Thomas-Price and thousands of early childhood educators and care providers have been holding the line for Delaware’s workforce since the start of the pandemic. Gov. John Carney heard this call and has allocated $120 million from the American Rescue Plan Act (ARPA) to provide financial relief for the childcare industry. 

The governor celebrated the announcement on a windy morning with state and federal leaders at Delaware State University, right outside the university’s education and humanities building, where future teachers and administrators are taught. Behind those who took the podium, children raced on a playground outside the building which houses the university’s Early Childhood Laboratory School.

Included in the $120 million allocation, the Carney administration will set aside $24 million in childcare stabilization grants to keep providers working, on top of the $66 million in CARES Act funding distributed in earlier rounds of grants. The state also earmarked $10.6 million in direct aid to Delaware childcare workers.

Gov. John Carney announces an allocation of $120 million to support the childcare industry in Delaware, including $30.6 million for a new early childhood innovation center at Delaware State University. | DBT PHOTO BY KATIE TABELING

“In the last 20 months, we have really come to understand how important early education for our children really is,” Carney said. “It’s about making sure our children have a head start but it’s also about care for our children and the workers behind the workers. These resources are essential to strengthen our workforce and educate our children so our future is great for all of our little ones.”

In addition, DSU will partner with the state Department of Education and Department of Health and Social Services to build an early childhood innovation center and expand access to affordable childcare to families in need. The university will receive $30.6 million over the next five years in order to develop a statewide infrastructure for those seeking careers in the childcare industry. The funding is the university’s largest grant received to date, eclipsing billionaire philanthropist MacKenzie Scott’s donation of $20 million from last year.

Nationwide, childcare workers are leaving the industry due to burnout and low wages. The industry is down 126,700 workers overall and more than 10,000 workers have left since June, according to the U.S. Bureau of Labor Statistics. In Delaware, Thomas-Price — who owns two centers in Wilmington — said she’s seen class enrollment plummet in the city, faced with recruitment and retention struggles and staff members struggle with fatigue and stress.

“These are implications that cannot be ignored,” she said. “Today, we are making the call. There is an urgent need to get qualified teachers back in the classrooms. We want to get Delawareans working again. We cannot continue to do what we do unless we get people working again.”

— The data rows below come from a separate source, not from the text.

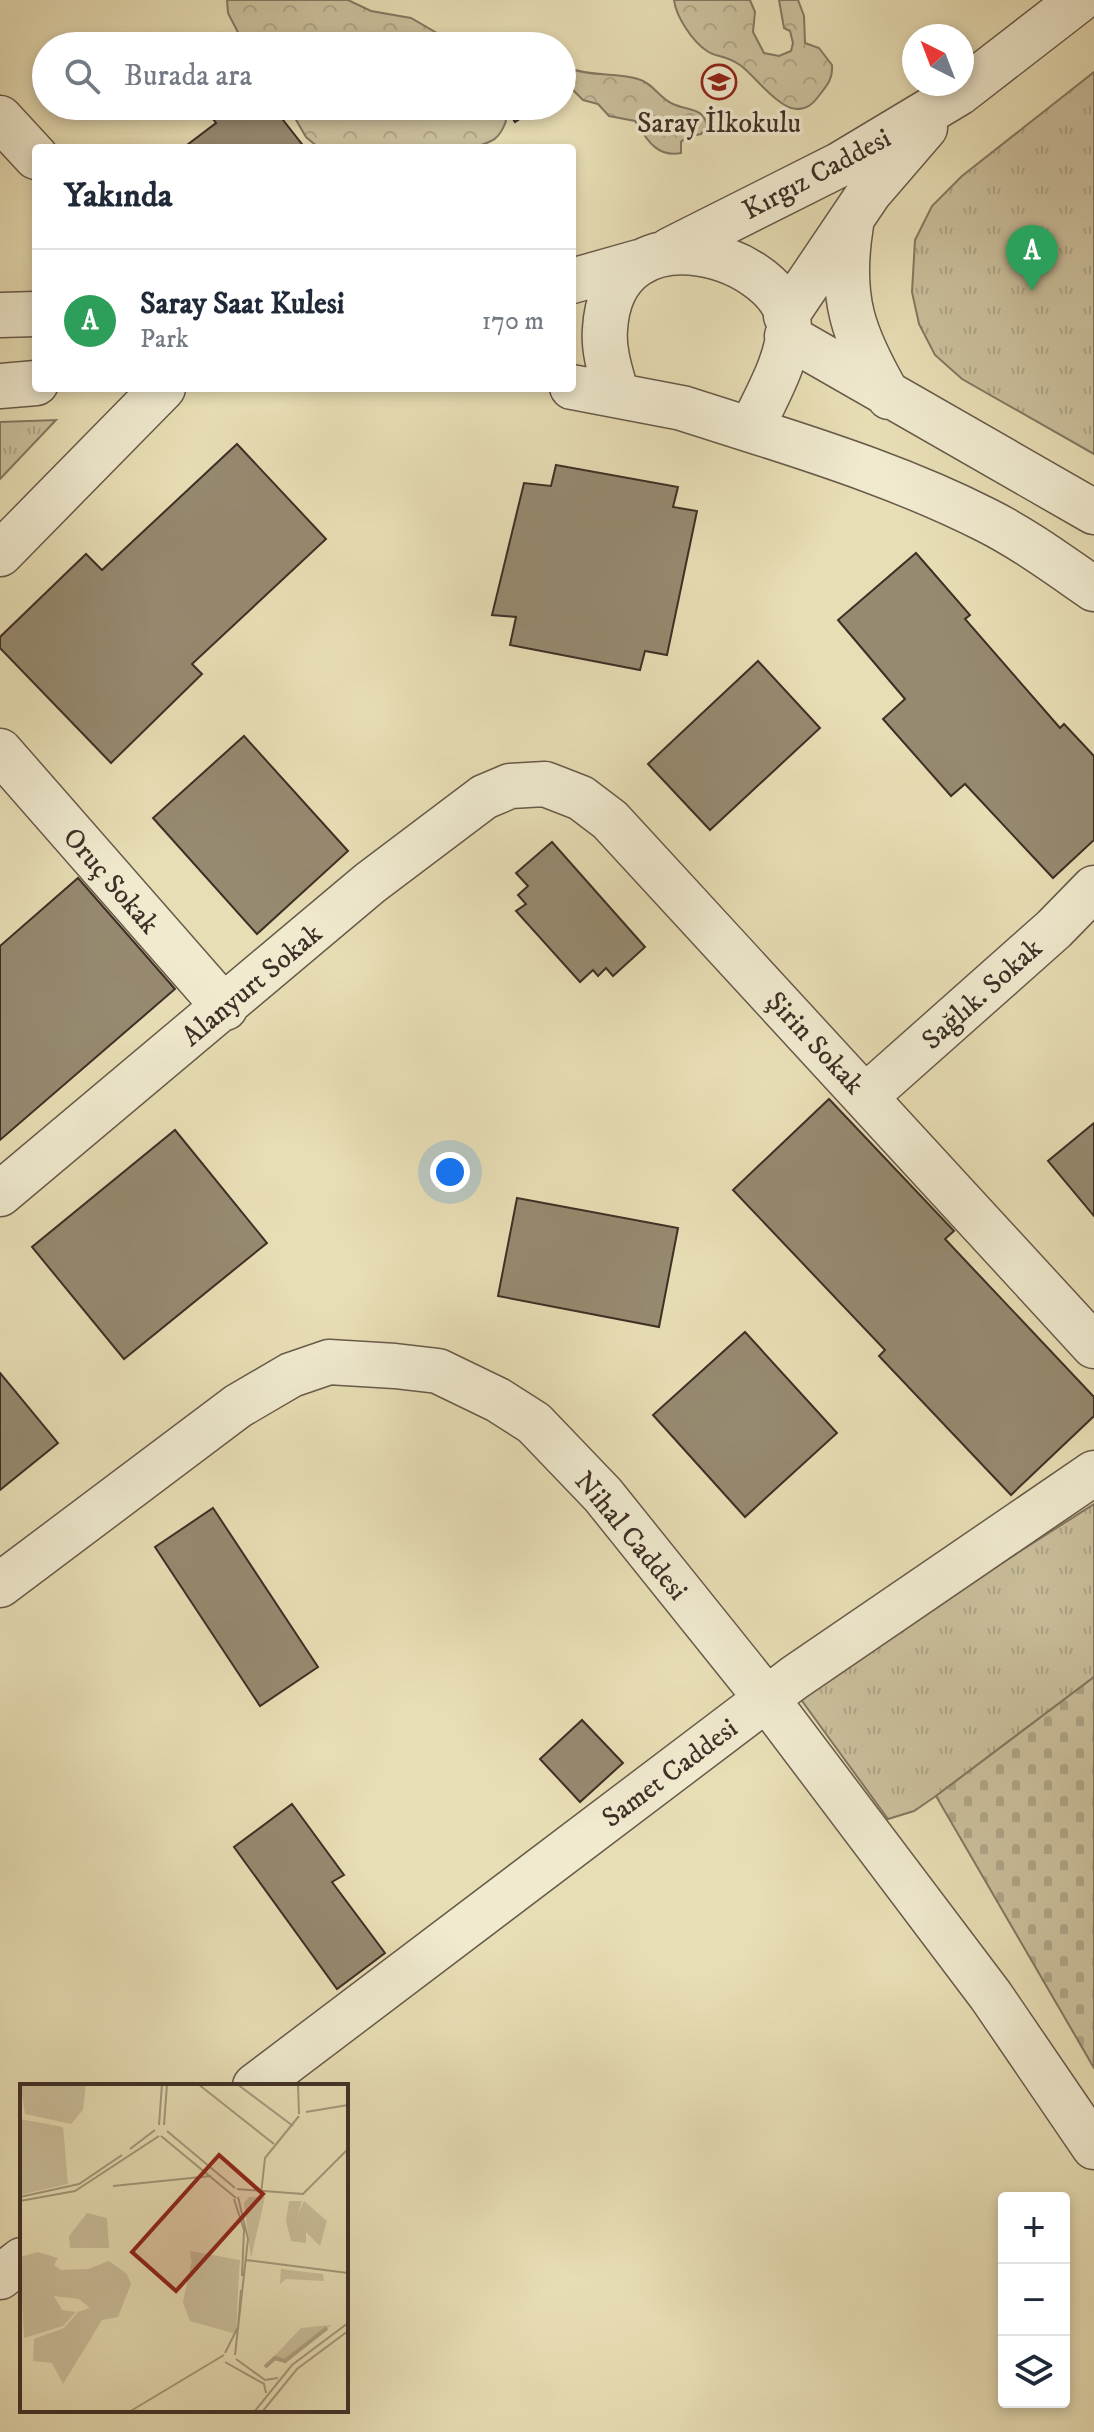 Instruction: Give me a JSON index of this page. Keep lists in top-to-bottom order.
{
  "streets": {
    "street": [
      "Kırgız Caddesi",
      "Oruç Sokak",
      "Alanyurt Sokak",
      "Sağlık. Sokak",
      "Şirin Sokak",
      "Nihal Caddesi",
      "Samet Caddesi"
    ]
  },
  "crossings": [
    ["Oruç Sokak", "Alanyurt Sokak"],
    ["Alanyurt Sokak", "Şirin Sokak"],
    ["Sağlık. Sokak", "Şirin Sokak"],
    ["Nihal Caddesi", "Samet Caddesi"]
  ],
  "places": {
    "school or university": ["Saray İlkokulu"]
  },
  "north": "top left",
  "page": {
    "search": "Burada ara",
    "heading": "Yakında",
    "pins": "A",
    "list": [
      {
        "mark": "A",
        "name": "Saray Saat Kulesi",
        "note": "Park",
        "value": "170 m"
      }
    ],
    "map_buttons": ["+", "−"]
  }
}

The terms of the agreement outline that DSU will hire roughly six full-time staff members to shore up its early childhood education program and design a program that will offer certifications, and associate and bachelor degrees with various coaching components. The university will also be tasked with creating a hybrid learning program to cater to working professionals and a scholarship model to support working professionals as they pursue a new career path.

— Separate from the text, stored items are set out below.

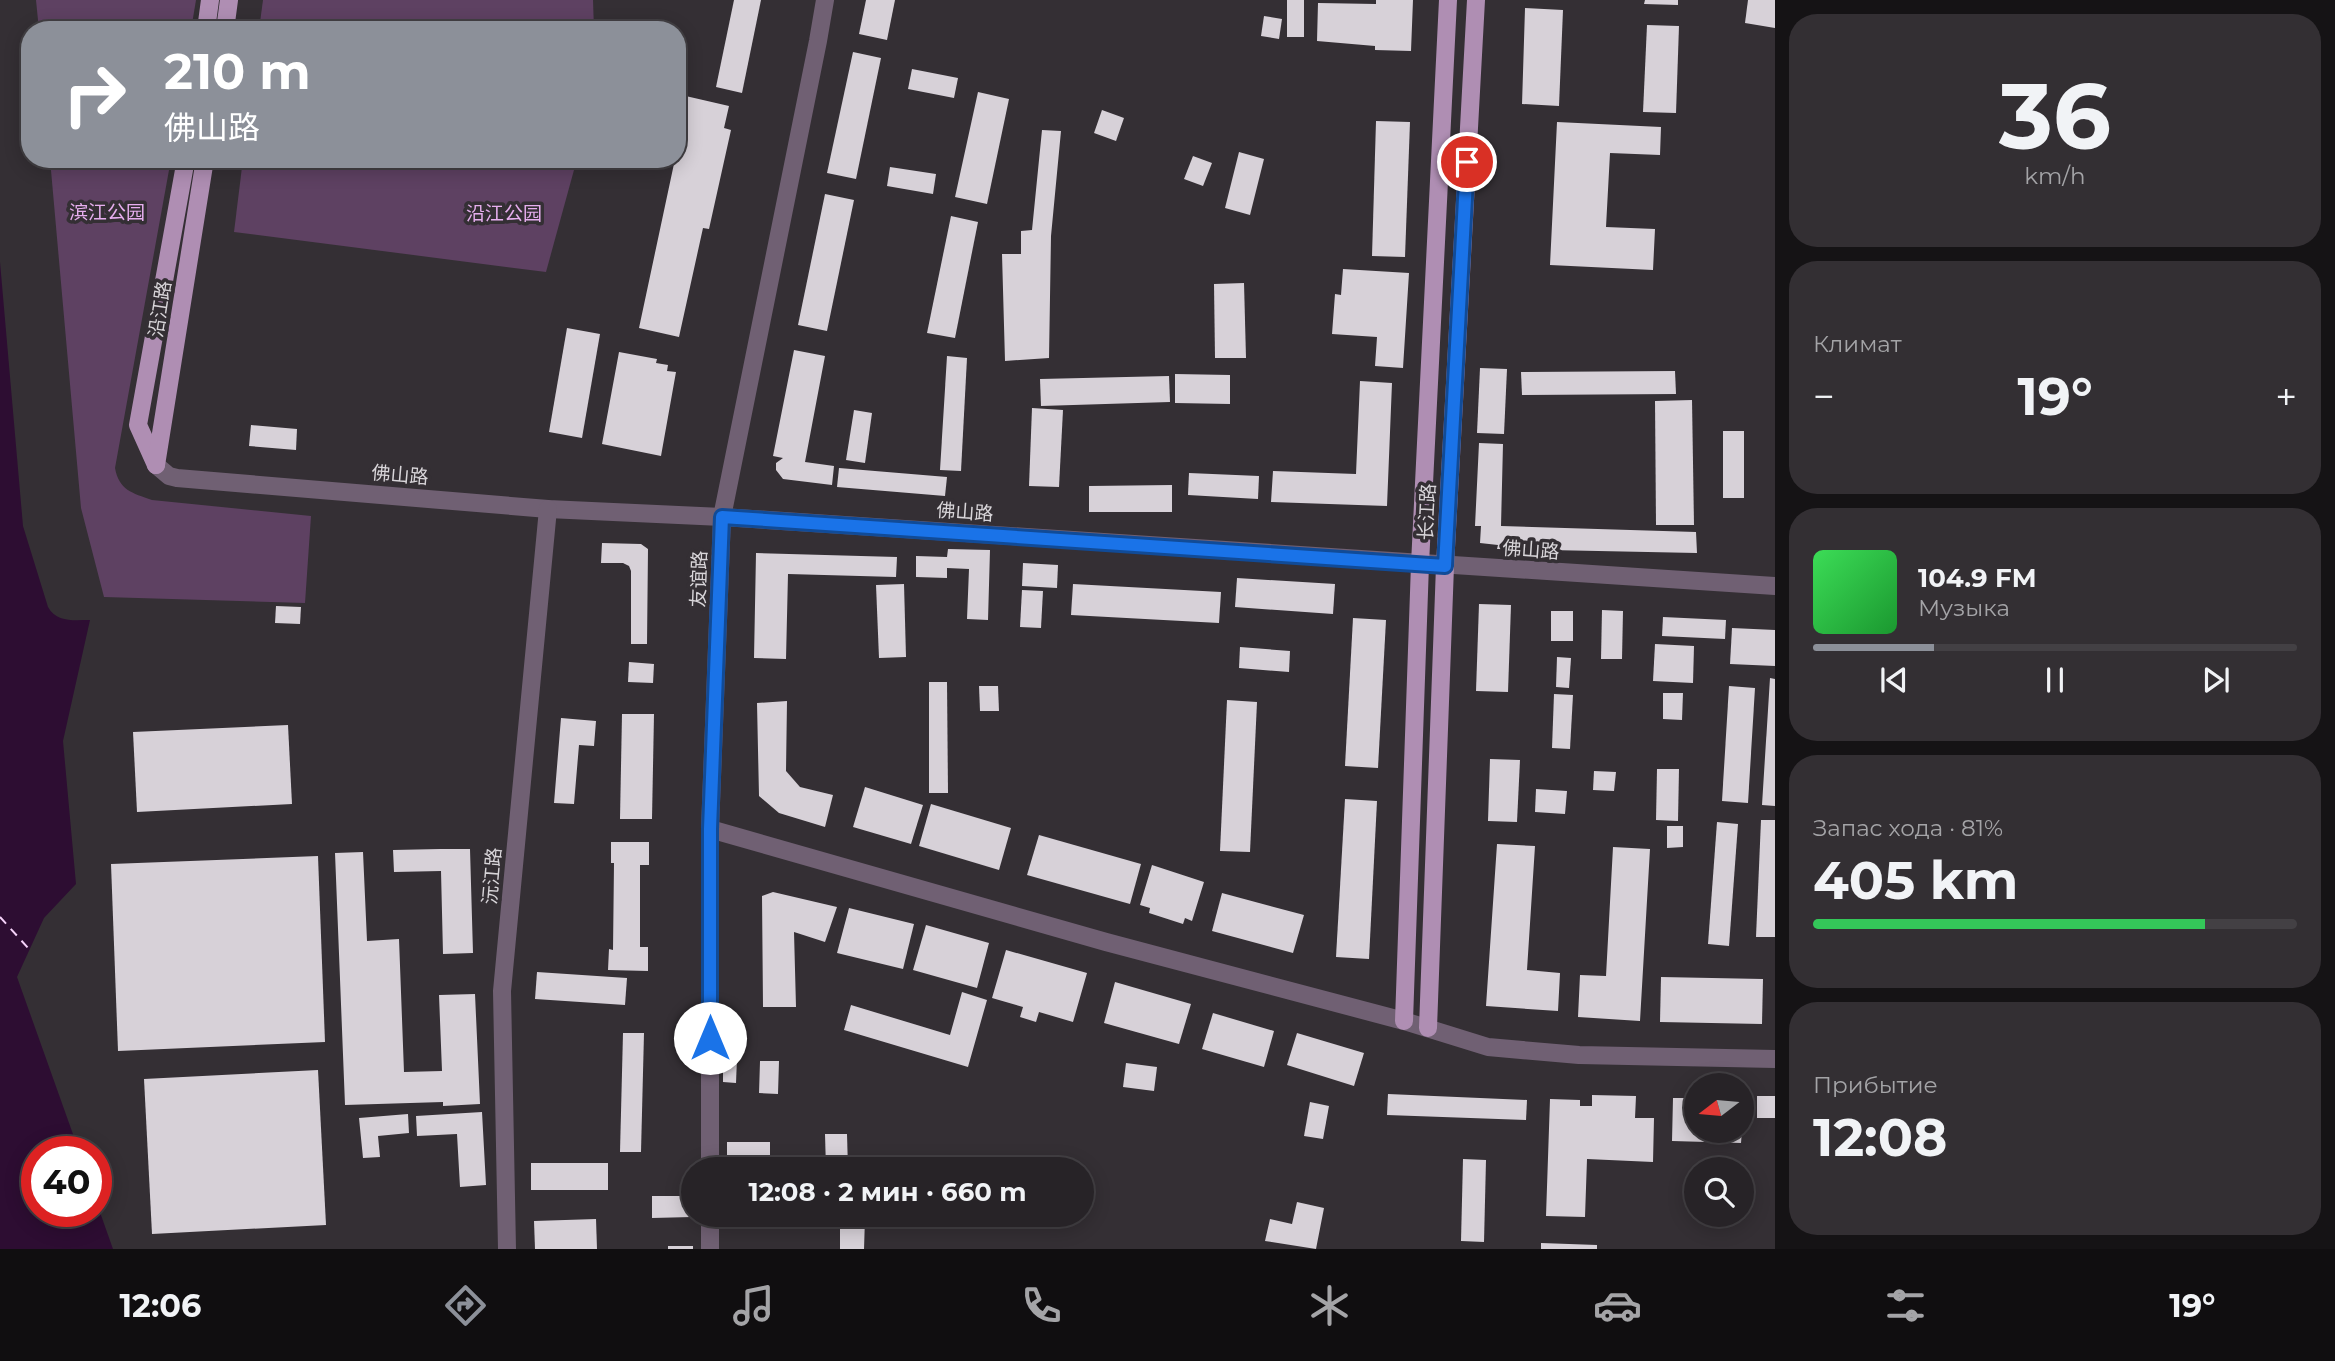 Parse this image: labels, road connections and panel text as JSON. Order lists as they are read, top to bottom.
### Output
{
  "streets": {
    "main road": ["沿江路", "长江路"],
    "street": ["佛山路", "友谊路", "沅江路"]
  },
  "crossings": [
    ["沿江路", "佛山路"],
    ["佛山路", "长江路"],
    ["佛山路", "友谊路"],
    ["佛山路", "沅江路"]
  ],
  "parks": ["滨江公园", "沿江公园"],
  "north": "left",
  "page": {
    "tile": [
      ["36", "km/h"],
      "Климат",
      ["Запас хода · 81%", "405 km"],
      ["Прибытие", "12:08"]
    ],
    "turn": ["210 m", "佛山路"],
    "heat": ["−", "19°", "+"],
    "song": ["104.9 FM", "Музыка"],
    "limit": "40",
    "trip": "12:08 · 2 мин · 660 m",
    "tabs": ["12:06", "19°"]
  }
}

The goal is to make DSU ground zero for advancing professional development of future caregivers and teachers, with the infrastructure expanded throughout the state. 

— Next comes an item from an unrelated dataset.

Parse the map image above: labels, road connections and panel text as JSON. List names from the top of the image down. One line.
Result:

For DSU Education Department Chair Shelley Rouser, the state’s investment fulfills a longtime dream she’s had of supercharging DSU students’ path to teaching in classrooms. Rouser worked with the state to develop the framework for the five-year deal with the state.

“DSU has a legacy of opening the doors and rolling out the red carpet for those who otherwise would have had the door shut on them,” Rouser said. “The inequities of 2021 may look different than the past, but they do persist. We have an opportunity to turn things around, for those who may have lost their courage or may have not had the opportunity to pursue their education. We cannot change all issues we’re facing, but we can do something. We are excited that DSU can take the lead for our early childhood professionals.”